** Exercise input follows **

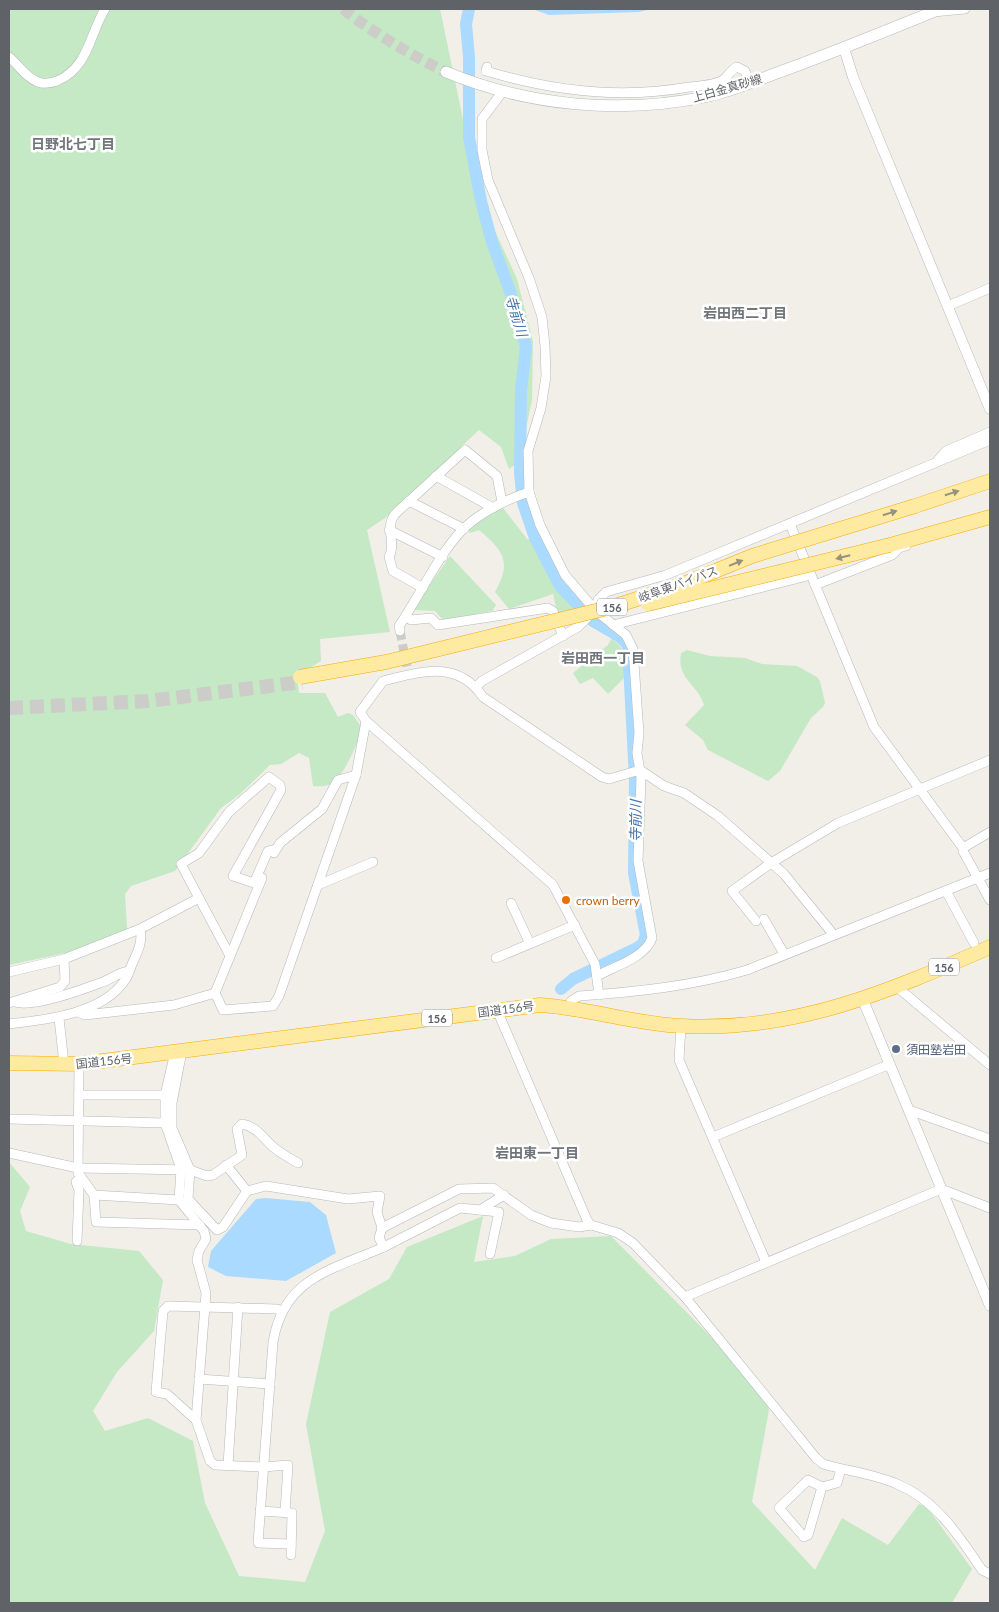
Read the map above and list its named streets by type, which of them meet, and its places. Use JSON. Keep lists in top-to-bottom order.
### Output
{
  "streets": {
    "highway": ["岐阜東バイパス", "156", "国道156号"],
    "main road": ["上白金真砂線"]
  },
  "districts": [
    "日野北七丁目",
    "岩田西二丁目",
    "岩田西一丁目",
    "岩田東一丁目"
  ],
  "water": ["寺前川"],
  "places": ["crown berry", "須田塾岩田"]
}
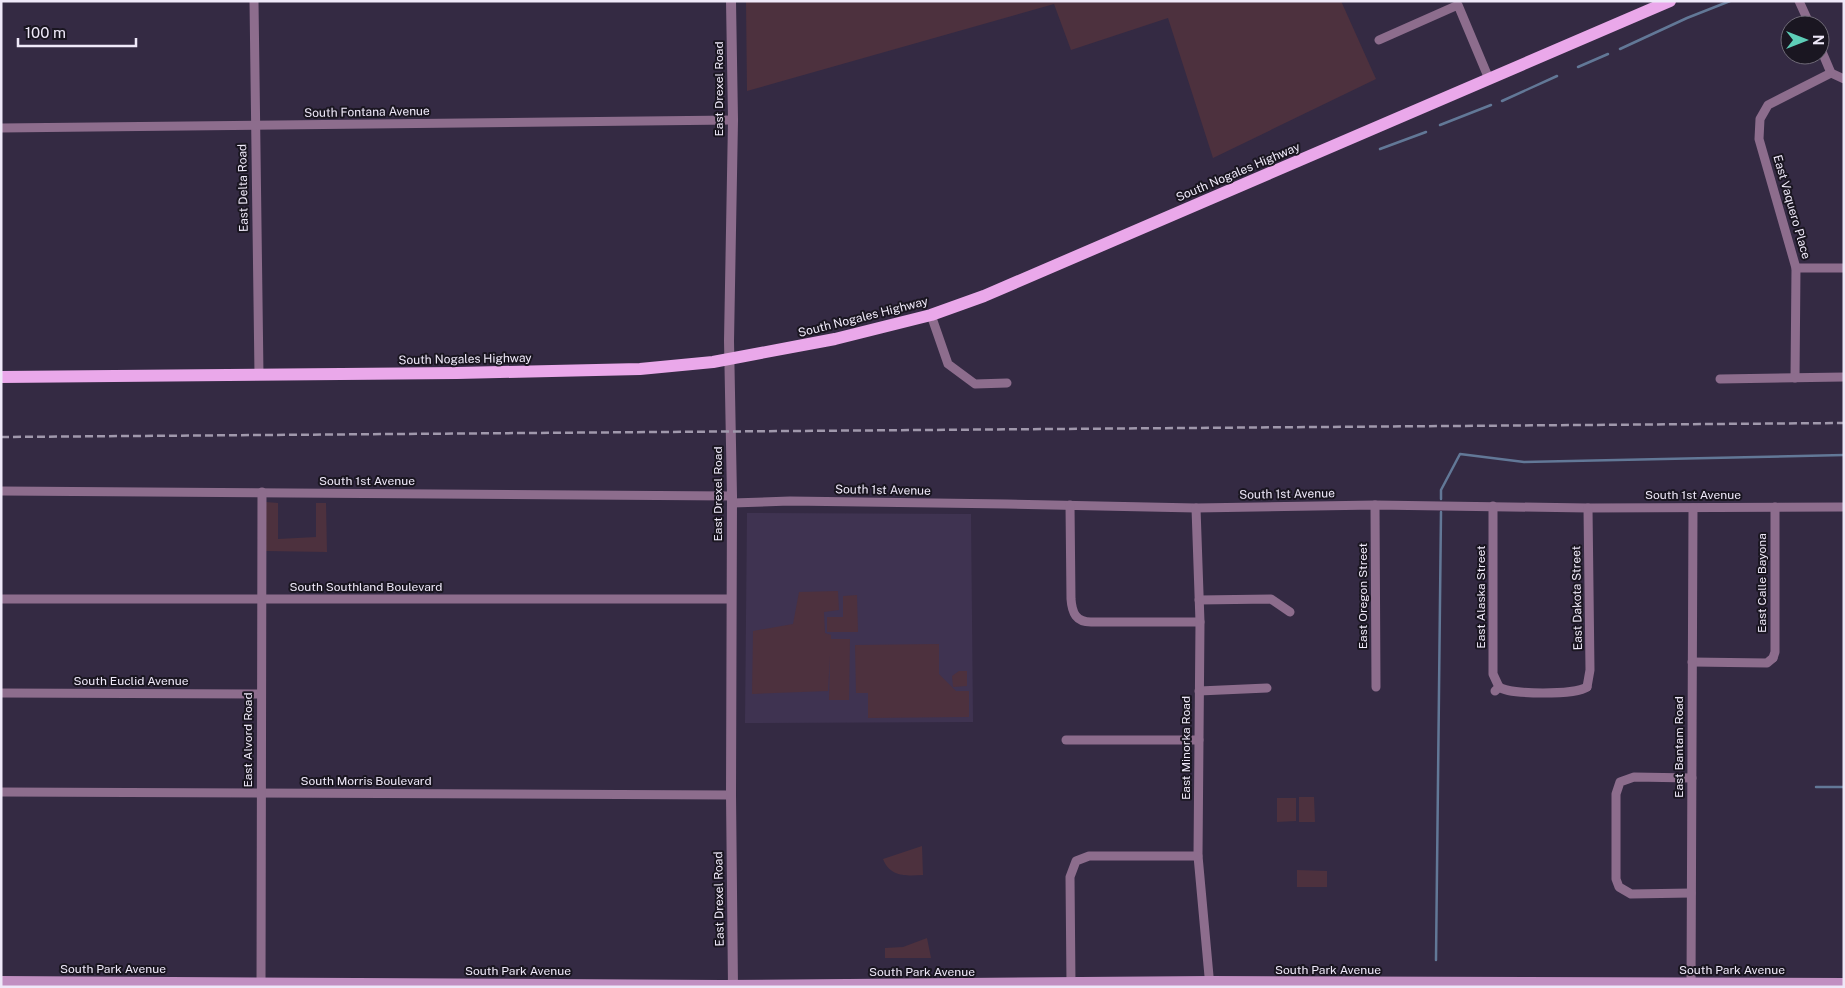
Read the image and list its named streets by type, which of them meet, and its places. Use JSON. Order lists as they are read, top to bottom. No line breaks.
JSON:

** End of Exercise input **

» What you need to do: Every line of the data above should be quoted exactly. Omit the pictures.

» Answer section:
Read the map above and list its named streets by type, which of them meet, and its places. Use JSON. Keep lists in top-to-bottom order.
### Output
{
  "streets": {
    "highway": ["岐阜東バイパス", "156", "国道156号"],
    "main road": ["上白金真砂線"]
  },
  "districts": [
    "日野北七丁目",
    "岩田西二丁目",
    "岩田西一丁目",
    "岩田東一丁目"
  ],
  "water": ["寺前川"],
  "places": ["crown berry", "須田塾岩田"]
}
Read the image and list its named streets by type, which of them meet, and its places. Use JSON. Order lists as they are read, top to bottom. No line breaks.
JSON:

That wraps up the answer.